Les éditions Tallandier publient un livre sur un sujet rarement évoqué en France : le siège de Leningrad par la Wehrmacht en 1941-1944 et les atrocités subies à cette occasion par la population de la ville. Mais l’ouvrage de Sarah Gruszka, issu de sa thèse et centré sur la lecture des journaux intimes des assiégés, déçoit.
En 1941, après le déclenchement de l’opération Barbarossa, d’emblée conçue comme une guerre d’élimination, l’armée allemande encercle la deuxième ville de l’URSS, Saint-Pétersbourg — alors nommée Leningrad. Les autorités soviétiques n’ont pas évacué la population civile. Les 2,5 millions d’habitants se retrouvent pris au piège barbare d’un siège qui va durer de longs mois. Durant cette épreuve terrible, la famine et les températures descendant en-dessous des -30° vont faire des centaines de milliers de victimes.

Sarah Gruszka est historienne, spécialiste de l’URSS stalinienne. Sa thèse sur ce sujet insuffisamment traité en France, et réalisée sous le patronage de Nicolas Werth, prend le parti de la micro-histoire.

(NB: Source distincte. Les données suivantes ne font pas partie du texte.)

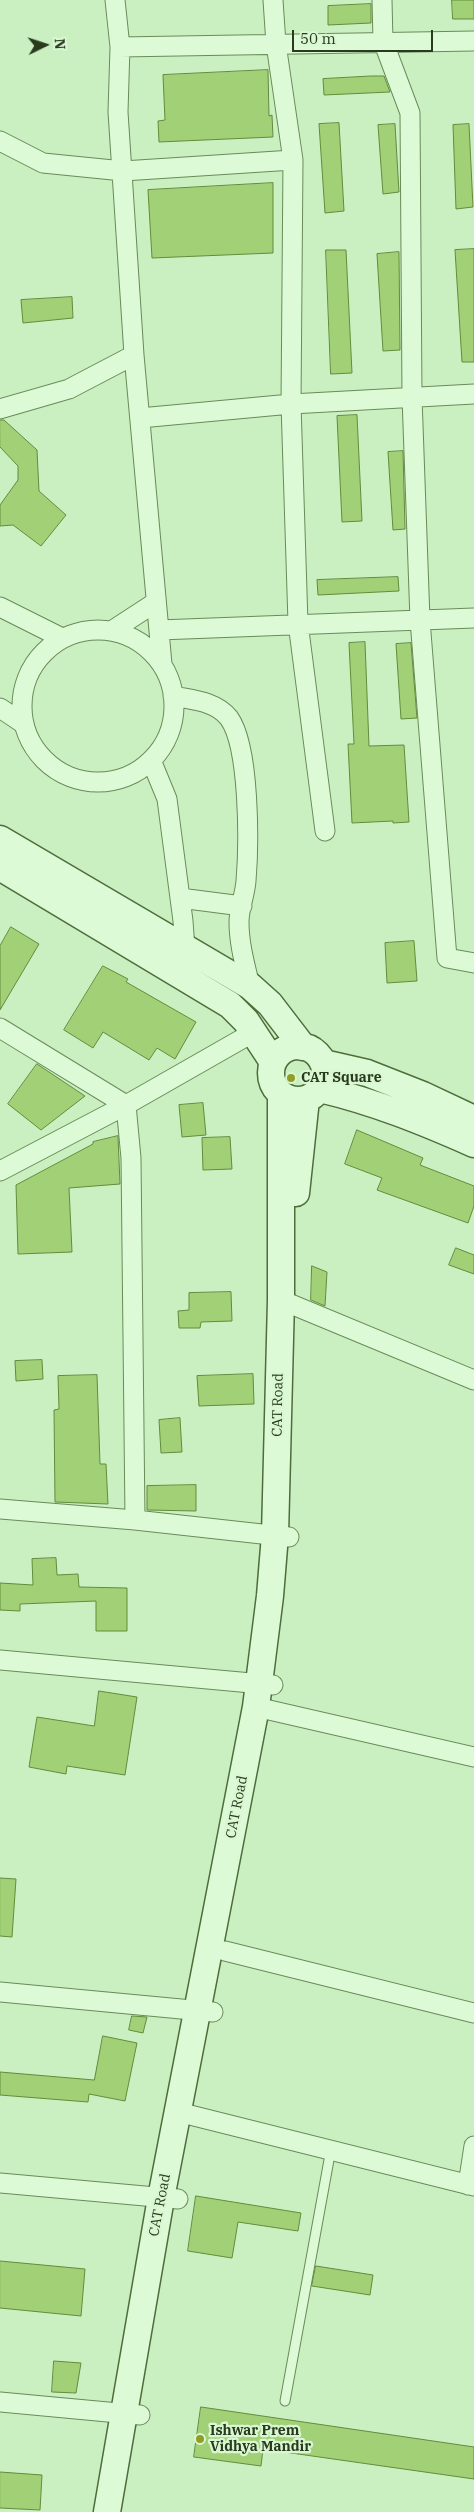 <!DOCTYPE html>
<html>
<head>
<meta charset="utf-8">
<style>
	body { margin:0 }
	#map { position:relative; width:474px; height:2512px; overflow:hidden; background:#caf0c2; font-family:"IBM Plex Serif",serif }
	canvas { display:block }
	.north { position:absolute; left:20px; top:20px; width:50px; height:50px; -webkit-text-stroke:4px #d8f7d2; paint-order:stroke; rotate:86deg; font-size:14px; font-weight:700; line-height:20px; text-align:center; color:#293a1d }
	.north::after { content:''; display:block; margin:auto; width:18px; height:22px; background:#293a1d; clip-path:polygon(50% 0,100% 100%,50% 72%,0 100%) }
	.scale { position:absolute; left:292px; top:30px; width:141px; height:22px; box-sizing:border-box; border:2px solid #293a1d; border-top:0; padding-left:6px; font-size:15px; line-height:18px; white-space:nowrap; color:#293a1d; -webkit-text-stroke:4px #d8f7d2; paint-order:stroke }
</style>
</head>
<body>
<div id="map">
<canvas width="474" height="2512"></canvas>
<div class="north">N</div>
<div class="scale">50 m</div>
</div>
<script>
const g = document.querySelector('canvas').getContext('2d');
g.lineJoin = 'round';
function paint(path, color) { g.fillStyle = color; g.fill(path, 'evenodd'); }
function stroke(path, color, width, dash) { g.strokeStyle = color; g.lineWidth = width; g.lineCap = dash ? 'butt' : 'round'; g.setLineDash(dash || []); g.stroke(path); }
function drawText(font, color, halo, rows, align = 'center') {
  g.font = font + ' "IBM Plex Serif",serif'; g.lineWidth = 4.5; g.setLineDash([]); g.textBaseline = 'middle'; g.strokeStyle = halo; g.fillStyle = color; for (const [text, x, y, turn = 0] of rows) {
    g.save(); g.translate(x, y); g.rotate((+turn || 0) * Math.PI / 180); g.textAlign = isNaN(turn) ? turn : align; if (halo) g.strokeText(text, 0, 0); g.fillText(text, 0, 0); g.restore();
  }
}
const building = new Path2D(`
	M452,0H474V19H453Z
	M371,4V23L328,25V6Z
	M268,70L269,116L272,115L273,137L159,142L158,121L165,120L163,75Z
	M371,76H384L390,92L324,95L323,79Z
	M339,123L344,211L325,213L319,124Z
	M395,124L399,192L383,194L378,125Z
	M469,124L473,207L456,209L453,125Z
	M273,183V253L152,258L148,190Z
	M474,249V362H462L455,250Z
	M326,250H346L352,373L331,374Z
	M399,252L400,350L383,351L377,254Z
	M72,297L73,318L23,323L21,300Z
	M357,415L362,521L342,522L337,416Z
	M0,420H4L37,450L39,491L66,515L41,546L13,525L0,526V505L18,480V466L0,447Z
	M403,451L405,529L393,530L388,452Z
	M398,577L399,591L318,595L317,580Z
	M365,642L369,746L404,745L409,822L393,823V821L352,823L348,744H354L349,643Z
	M411,643L417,718L401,719L396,644Z
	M11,927L39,944L0,1010V946Z
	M414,941L417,981L387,983L385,943Z
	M103,966L128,979L126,982L196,1022L175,1059L157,1048L149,1060L103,1032L93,1048L64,1030Z
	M37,1064L85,1096L41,1130L8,1104Z
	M203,1103L206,1135L182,1137L179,1105Z
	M357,1130L423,1158L420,1165L474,1186V1206L468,1223L377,1190L382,1178L345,1164Z
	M118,1136L120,1184L69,1188L72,1252L18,1254L16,1185L93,1144V1142Z
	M230,1137L232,1169L203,1170L202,1138Z
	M456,1248L474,1255V1274L449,1265Z
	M312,1266L327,1272L325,1306L311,1300Z
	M231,1292L232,1321L201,1322L200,1328H179L178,1311L189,1310V1293Z
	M42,1360L43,1379L16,1381L15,1361Z
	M253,1374L254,1404L199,1406L197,1376Z
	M97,1375L100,1464H106L108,1504L55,1502L54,1410L59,1409L58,1376Z
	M180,1418L182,1452L161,1453L159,1420Z
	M196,1485V1511L147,1510V1486Z
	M56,1558L57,1575L78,1574L79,1587L127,1588V1631H96V1601L20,1604V1611L0,1610V1583L33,1585L32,1559Z
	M99,1691L137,1697L125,1775L67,1766L66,1774L29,1767L37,1717L94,1726Z
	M0,1878L16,1879L12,1937L0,1936Z
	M132,2016L147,2017L143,2033L129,2030Z
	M103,2036L137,2043L125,2101L89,2094L88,2102L0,2095V2072L94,2080Z
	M196,2196L301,2213L298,2231L238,2222L232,2258L188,2251Z
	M0,2261L85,2269L81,2316L0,2308Z
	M316,2266L373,2275L370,2295L312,2286Z
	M54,2361L81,2363L76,2393L52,2392Z
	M201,2407L474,2447V2479L263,2449L261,2466L194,2457Z
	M0,2472L42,2475L40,2510L0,2508Z`);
paint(building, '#a1d076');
stroke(building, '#638b3c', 1);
const lane = new Path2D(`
	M285,2401L331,2149`);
const street = new Path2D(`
	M115,0L120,47L118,112L134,355L162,664
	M273,0L276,44L293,160L291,404L298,623L325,831
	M382,0L383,41L410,113L412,397L420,620L447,958L474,963
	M120,47L474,41
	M0,141L43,163L123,171L293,160
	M0,409L69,389L134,355
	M140,418L291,404L474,394
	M0,607L62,638
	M113,630L156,602
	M159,630L474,618
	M22 706a76 76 0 1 1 152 0a76 76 0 1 1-152 0Z
	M173,696C192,700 216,701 229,718C250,747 249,845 246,881C245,895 239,908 239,922C239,944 245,965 250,986
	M0,708L24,724
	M151,760L167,799L183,921L185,949L181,956
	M180,898L242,906
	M0,1028L126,1105L131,1158L135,1520
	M0,1171L126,1105L254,1032
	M281,1300L474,1380
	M0,1509L135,1520L289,1537
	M0,1660L273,1685
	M256,1707L474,1757
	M225,1951L474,2013
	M0,1992L213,2012
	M178,2112L474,2186
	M0,2183L178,2199
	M468,2185L474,2146
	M0,2402L140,2415`);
const secondary = new Path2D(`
	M0,839L250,986L270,1004L303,1047
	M0,867L230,1005L246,1021L273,1062
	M271 1073a27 27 0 1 1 54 0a27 27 0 1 1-54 0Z
	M323,1063L367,1073L423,1095L474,1119
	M320,1089C375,1102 422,1121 474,1144
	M296,1193L306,1099
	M107,2512L161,2198L256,1707L270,1596L275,1535L281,1300V1094`);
stroke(lane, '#6a8b58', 11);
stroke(street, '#6a8b58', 21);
stroke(secondary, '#4e6d3b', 29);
stroke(lane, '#dcfad5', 9);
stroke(street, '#dcfad5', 19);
stroke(secondary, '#dcfad5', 26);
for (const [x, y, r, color] of [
	[291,1078,5,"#919d25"],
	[200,2439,5,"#919d25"]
]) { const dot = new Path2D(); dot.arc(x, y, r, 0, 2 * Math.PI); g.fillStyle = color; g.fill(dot); stroke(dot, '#d8f7d2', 2); }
drawText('bold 14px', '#293a1d', '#d8f7d2', [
	["CAT Square",301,1078],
	["Ishwar Prem",210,2431],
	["Vidhya Mandir",210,2447]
], 'left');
drawText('14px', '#293a1d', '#d8f7d2', [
	["CAT Road",278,1405,-89],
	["CAT Road",237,1807,-79],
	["CAT Road",160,2205,-79]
]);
</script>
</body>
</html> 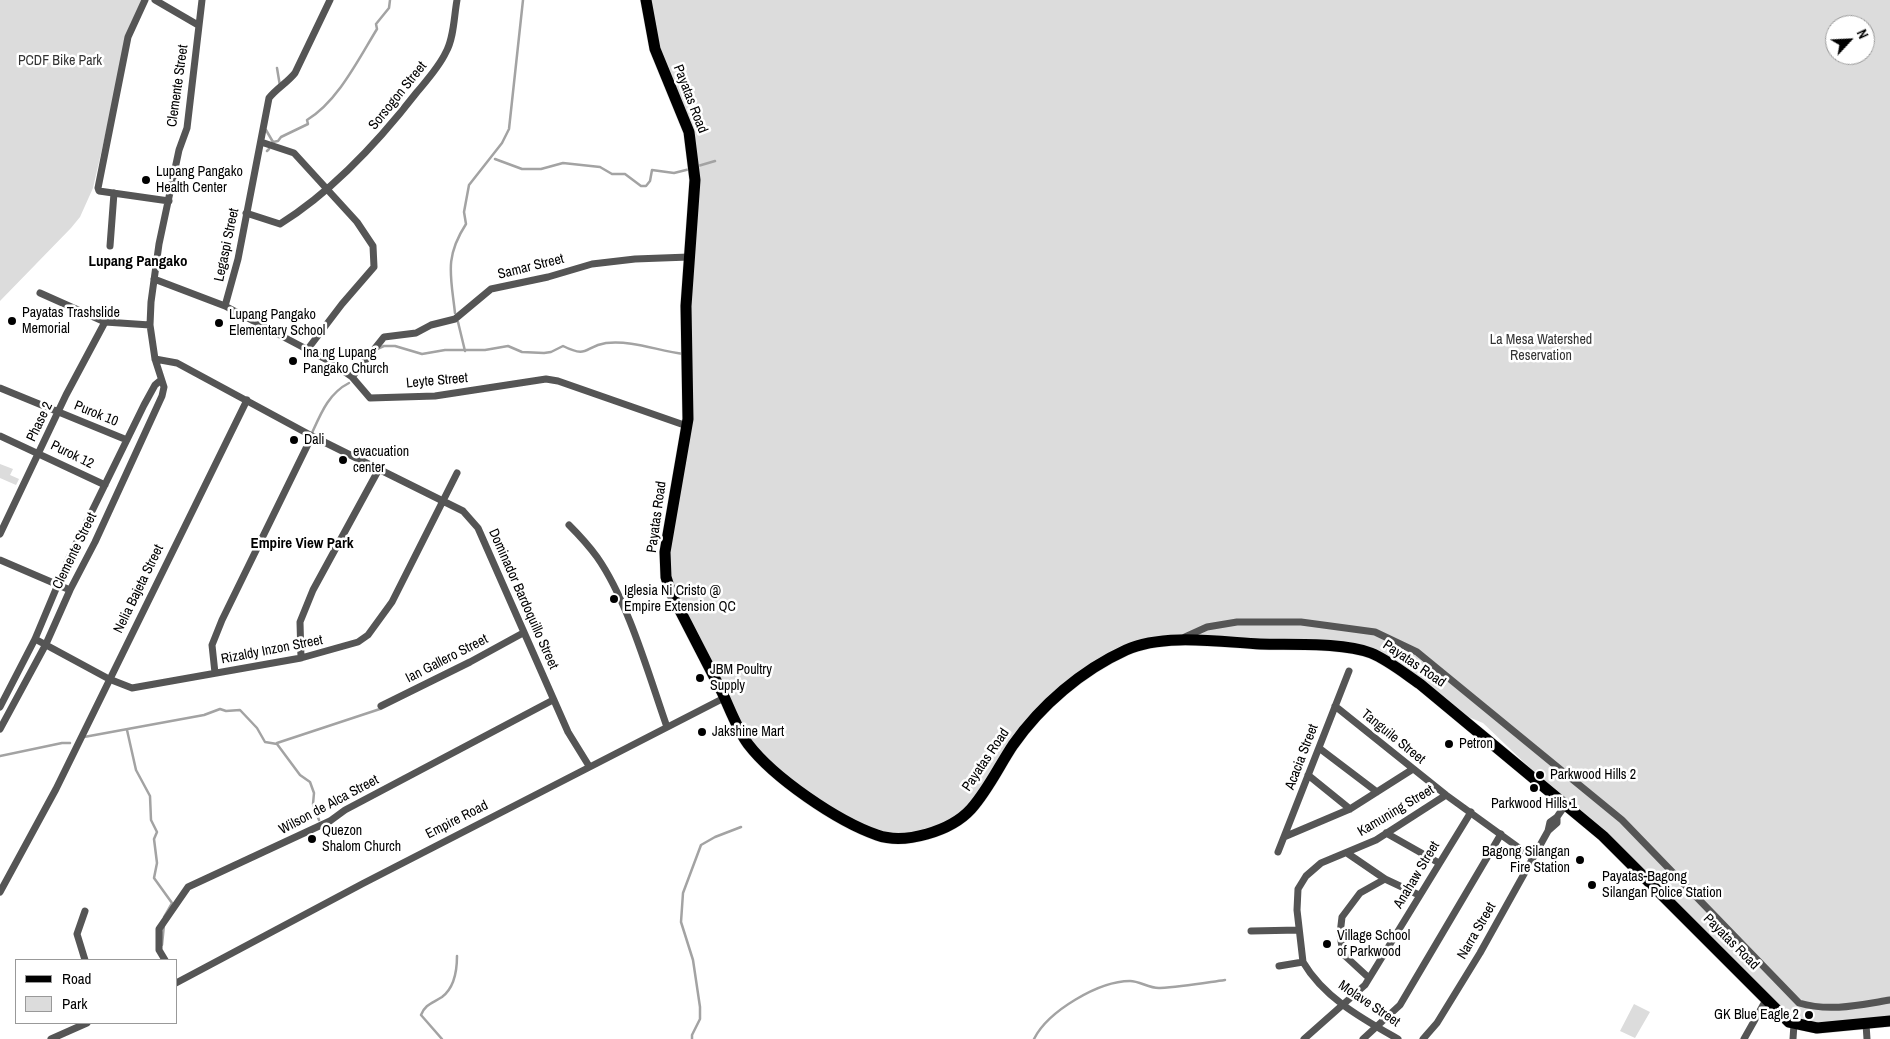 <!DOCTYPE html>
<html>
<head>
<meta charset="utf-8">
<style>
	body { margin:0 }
	#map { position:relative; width:1890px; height:1039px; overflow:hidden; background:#fff; font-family:"Archivo Narrow",sans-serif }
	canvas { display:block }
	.legend { position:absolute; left:15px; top:959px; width:162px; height:65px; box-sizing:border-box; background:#fff; border:1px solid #999; margin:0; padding:6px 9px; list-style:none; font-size:15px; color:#000 }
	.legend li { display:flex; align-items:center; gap:10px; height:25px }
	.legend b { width:25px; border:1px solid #999 }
	.north { position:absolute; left:1825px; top:15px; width:50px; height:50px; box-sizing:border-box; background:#fff; border:1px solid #999; border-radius:50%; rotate:65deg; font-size:14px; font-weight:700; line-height:20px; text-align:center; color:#000 }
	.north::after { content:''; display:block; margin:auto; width:18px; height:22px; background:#000; clip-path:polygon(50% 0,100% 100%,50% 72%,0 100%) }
</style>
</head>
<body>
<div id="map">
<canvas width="1890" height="1039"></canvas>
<ul class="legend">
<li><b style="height:6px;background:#000"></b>Road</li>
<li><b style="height:14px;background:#dcdcdc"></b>Park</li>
</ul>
<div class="north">N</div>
</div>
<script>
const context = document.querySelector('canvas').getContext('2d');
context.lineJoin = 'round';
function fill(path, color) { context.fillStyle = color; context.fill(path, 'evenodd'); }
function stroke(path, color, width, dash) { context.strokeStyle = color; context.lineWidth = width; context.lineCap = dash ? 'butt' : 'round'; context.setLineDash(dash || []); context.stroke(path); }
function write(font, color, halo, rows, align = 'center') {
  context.font = font + ' "Archivo Narrow",sans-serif'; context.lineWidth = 5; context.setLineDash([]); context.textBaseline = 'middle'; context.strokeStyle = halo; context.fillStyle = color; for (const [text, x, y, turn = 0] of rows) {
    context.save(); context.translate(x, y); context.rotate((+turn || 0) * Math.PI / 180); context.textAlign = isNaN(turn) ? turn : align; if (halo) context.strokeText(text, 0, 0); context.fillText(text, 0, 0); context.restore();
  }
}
const green = new Path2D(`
	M0,0H142L131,23L93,188L80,217L71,228L0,301Z
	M646,0H1890V1021L1799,1026L1483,723L1454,711L1365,651L1156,641L1064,686L972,805L943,824L901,835L860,826L789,779L757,752L666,577L688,419L692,142L659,60ZM1835,25H1865V55H1835Z
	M0,464L13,469L10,475L19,479L16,485L0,478Z
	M1634,1004L1650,1012L1635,1038L1620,1031Z`);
const stream = new Path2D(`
	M277,68L280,86
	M266,130L273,142L278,141L281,137L308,124L307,120C338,101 358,60 377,29L376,24L389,8L390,0
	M267,151L269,149
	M495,159L522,169H541L563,163L600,167L612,174H625L641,186H646L650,181L652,170L674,173L690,169
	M698,166L715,161
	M455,313C451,276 444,258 466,224L464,212L469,185L502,143L509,129L523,0
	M458,322L465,351
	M377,349L384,346H395L422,354L445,350H485L508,346L522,352L544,353L551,352L563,346C589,359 584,346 606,343C633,340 658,351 684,354
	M312,433C321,413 329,393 349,383
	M127,730L136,770L150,796L151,820L157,832L154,839L157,863L154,878L172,903L164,917
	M84,737L204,715L220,709L226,711L240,710L257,728L265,742L277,744L300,775L310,782L314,793L313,804L319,820
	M277,743L380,709
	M0,756L62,743H70
	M162,945L164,925
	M442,1039L421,1015C425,1004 433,1003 442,997C454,988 457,970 457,956
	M692,1039V1035L700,1019V1007L693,960L681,922L683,893L701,845L715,837L741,827
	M1034,1039C1048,1011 1099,981 1130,981C1140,981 1150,989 1160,988C1182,987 1204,983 1225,980`);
const street = new Path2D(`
	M145,0L128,37L98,188L99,191L169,201
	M155,0L198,25
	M261,142L294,153L357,222L373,246L374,267L342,304L307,350
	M246,213L280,224C333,191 379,141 417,92C427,80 439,67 446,52C454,38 454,16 457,0
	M110,246L114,193
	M154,279L225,306L329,361L352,377L370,398L435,396L546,379L558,381L687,426
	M40,293L105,322L150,325
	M225,306L238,259L269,98C277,88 287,83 295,73L330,0
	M155,359L177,363L312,436L463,511L478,528L568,732L589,766
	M352,377L384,337L416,333L431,325L455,319L491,289L548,277L592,264L635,259L689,257
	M0,388L127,440
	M0,436L105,485
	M569,525C579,535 589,546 597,557C628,601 649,676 667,727
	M0,534L66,395L105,322
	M0,560L70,590
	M1185,637L1207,627L1237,622H1301L1375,632L1417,652L1622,820L1799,1003C1830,1012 1859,1005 1890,1000
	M35,639L109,679L132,688L301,658L358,642L368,635L392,602L457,473
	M301,658L300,622L313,590L379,469
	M215,673L212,645L222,620L312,436
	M381,706L470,662L523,633
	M1335,706L1446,795L1533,858
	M0,707L35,639L69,558L144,405L155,385L161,380
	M0,729L46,644L70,590L95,542L162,396L164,387L155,359L150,325L151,302L159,244L179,150L187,128L202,0
	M1319,748L1377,792
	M1308,775L1350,809
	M1548,831L1557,823V817
	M1386,833L1439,863
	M1284,837L1350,809L1413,769
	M1278,852L1349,671
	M1347,853L1385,879L1419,895
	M0,892L56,789L247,400
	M85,911L77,934L85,960
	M1251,931L1299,930
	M165,960L159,950V929L188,887L330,821L345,810L553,700
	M1303,962L1297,910L1298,889L1306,876L1321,863L1376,840L1446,795
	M1279,966L1303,962C1324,998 1363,1019 1398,1039
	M1369,978L1343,954L1340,934L1342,917L1360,893L1385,879
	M176,983L362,884L724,698
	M1866,1024L1867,1039
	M51,1039L87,1023
	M1304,1039L1365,985L1471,812
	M1363,1039L1400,1005L1501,834
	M1423,1039L1437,1023L1480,953L1548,831L1550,822L1557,817L1566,804
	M1744,1039L1766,1000
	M1793,1039L1794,1024`);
const primary = new Path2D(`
	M646,0L655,49L689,132L695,180L686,306L688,419L665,552L666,577L671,593C688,626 705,659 722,692C730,709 737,729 748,744C774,778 837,821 877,835C905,845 951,831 971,809C988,790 999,766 1013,745C1041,705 1082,670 1126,650C1163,633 1221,642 1260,644C1291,645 1343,642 1371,653C1388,660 1404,673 1420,684L1603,836L1789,1022L1817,1028L1890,1021`);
const markers = [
	[146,180,5,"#000"],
	[12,321,5,"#000"],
	[219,323,5,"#000"],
	[293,361,5,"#000"],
	[294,440,5,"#000"],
	[343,460,5,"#000"],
	[614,599,5,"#000"],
	[700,678,5,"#000"],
	[702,732,5,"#000"],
	[1449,744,5,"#000"],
	[1540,775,5,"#000"],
	[1534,788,5,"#000"],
	[312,839,5,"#000"],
	[1580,860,5,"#000"],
	[1592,885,5,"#000"],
	[1327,944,5,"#000"],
	[1809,1015,5,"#000"]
];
const parkNames = [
	["PCDF Bike Park",60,61],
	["La Mesa Watershed",1541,340],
	["Reservation",1541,356]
];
const streetNames = [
	["Clemente Street",178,86,-82],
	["Sorsogon Street",398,96,-51],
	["Payatas Road",690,99,69],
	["Legaspi Street",227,245,-78],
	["Samar Street",531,267,-14],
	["Leyte Street",437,381,-5],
	["Purok 10",96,414,22],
	["Phase 2",40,422,-64],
	["Purok 12",72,455,26],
	["Payatas Road",657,517,-82],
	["Clemente Street",75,551,-64],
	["Nelia Bajeta Street",139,589,-64],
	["Dominador Bardoquillo Street",523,599,66],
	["Rizaldy Inzon Street",272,650,-11],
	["Ian Gallero Street",447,659,-27],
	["Payatas Road",1414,664,34],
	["Tanguile Street",1393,737,39],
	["Acacia Street",1302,757,-69],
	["Payatas Road",986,760,-56],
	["Wilson de Alca Street",329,805,-28],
	["Kamuning Street",1396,811,-31],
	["Empire Road",457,820,-27],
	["Anahaw Street",1417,875,-59],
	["Narra Street",1477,931,-60],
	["Payatas Road",1731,942,45],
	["Molave Street",1369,1004,34]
];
const poiNames = [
	["Lupang Pangako",156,172],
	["Health Center",156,188],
	["Payatas Trashslide",22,313],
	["Memorial",22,329],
	["Lupang Pangako",229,315],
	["Elementary School",229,331],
	["Ina ng Lupang",303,353],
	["Pangako Church",303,369],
	["Dali",304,440],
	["evacuation",353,452],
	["center",353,468],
	["Iglesia Ni Cristo @",624,591],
	["Empire Extension QC",624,607],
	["JBM Poultry",710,670],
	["Supply",710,686],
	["Jakshine Mart",712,732],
	["Petron",1459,744],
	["Parkwood Hills 2",1550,775],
	["Parkwood Hills 1",1534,804,"center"],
	["Quezon",322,831],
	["Shalom Church",322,847],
	["Bagong Silangan",1570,852,"right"],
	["Fire Station",1570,868,"right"],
	["Payatas-Bagong",1602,877],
	["Silangan Police Station",1602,893],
	["Village School",1337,936],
	["of Parkwood",1337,952],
	["GK Blue Eagle 2",1799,1015,"right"]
];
const neighbourhoodNames = [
	["Lupang Pangako",138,262],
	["Empire View Park",302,544]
];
fill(green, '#dcdcdc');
stroke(stream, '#a3a3a3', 2.5);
stroke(primary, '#dbdbdb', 12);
stroke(street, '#555', 7);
stroke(primary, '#000', 11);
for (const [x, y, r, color] of markers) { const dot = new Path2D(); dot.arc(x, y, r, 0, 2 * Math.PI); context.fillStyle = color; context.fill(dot); stroke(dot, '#fff', 2); }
write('14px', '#333', '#fff', parkNames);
write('14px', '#000', '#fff', streetNames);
write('14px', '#000', '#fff', poiNames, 'left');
write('bold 15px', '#000', '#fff', neighbourhoodNames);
</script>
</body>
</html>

L’apport incontestable de son travail consiste dans la découverte et l’exploitation de dizaines de journaux intimes de citoyens léningradois assiégés, décrivant au jour le jour les privations, le froid, la famine, la mort, le désespoir.
Nicolas Werth, directeur de thèse, se fait également préfacier et vante un ouvrage qui « s’inscrit dans la lignée des grands livres qui révolutionnent notre connaissance, si longtemps déficiente, de la guerre à l’Est ». L’autrice, elle, s’appuie notamment sur le journal intime de Lena Moukhina que Nicolas Werth a préfacé, sur plusieurs autres livres de son directeur de thèse et sur l’ouvrage d’Alexandre Werth, père du précédent, consacré au siège.
D’emblée, l’autrice entend cibler, non sans une véhémence appuyée, le récit canonique du siège par l’historiographie soviétique : héroïsation déplacée, passage sous silence de l’incurie complète des autorités, minimisation des souffrances endurées et du nombre de victimes. La dictature soviétique a bien entendu façonné un récit de l’événement conforme à ses objectifs et à ses intérêts, ce que l’autrice dénonce avec force.
Pour ce faire, elle prend le parti pris de ne rien dire d’un certain nombre de sujets : « Un habitué de la version héroïsante qui remonte à l’époque stalinienne et prévaut encore dans la Russie de Poutine – ainsi que dans certains récits occidentaux calqués sur celle-ci — pourra donc s’étonner de ne rien trouver dans ce livre sur la Symphonie n°7 de Chostakovitch dédiée à Leningrad et jouée dans la ville assiégée à l’été 1942, ni sur la sauvegarde de la collection de graines de l’Institut russe d’horticulture ou des animaux du zoo de Leningrad malgré le contexte de famine, ni même sur le son du métronome provenant de la radio, sur les dons de sang et sur les travailleurs de choc de l’usine de Kirov. […] C’est justement tout le parti pris de ce livre de proposer une histoire par en bas pour en finir avec les poncifs hérités de décennies de censure et d’altération ».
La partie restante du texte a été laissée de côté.